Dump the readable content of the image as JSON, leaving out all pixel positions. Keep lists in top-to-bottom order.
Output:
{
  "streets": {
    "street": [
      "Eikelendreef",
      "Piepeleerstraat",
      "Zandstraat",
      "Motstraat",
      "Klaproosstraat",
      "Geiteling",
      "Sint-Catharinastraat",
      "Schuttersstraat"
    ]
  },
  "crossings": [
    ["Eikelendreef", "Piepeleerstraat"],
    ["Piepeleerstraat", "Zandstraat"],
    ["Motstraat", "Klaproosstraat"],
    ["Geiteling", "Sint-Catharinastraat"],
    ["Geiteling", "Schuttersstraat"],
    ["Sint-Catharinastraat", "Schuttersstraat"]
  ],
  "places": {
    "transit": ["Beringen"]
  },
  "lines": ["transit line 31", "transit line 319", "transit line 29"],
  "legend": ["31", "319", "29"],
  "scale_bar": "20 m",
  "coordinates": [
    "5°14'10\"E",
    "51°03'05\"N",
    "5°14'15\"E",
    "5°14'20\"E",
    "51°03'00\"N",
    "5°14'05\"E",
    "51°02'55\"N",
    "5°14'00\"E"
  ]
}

__EXERCISE DIRECTIONS__
In the preceding material, find each line holding the word "Motstraat" and copy it out.

__PROBLEM SOLUTION__
      "Motstraat",
    ["Motstraat", "Klaproosstraat"],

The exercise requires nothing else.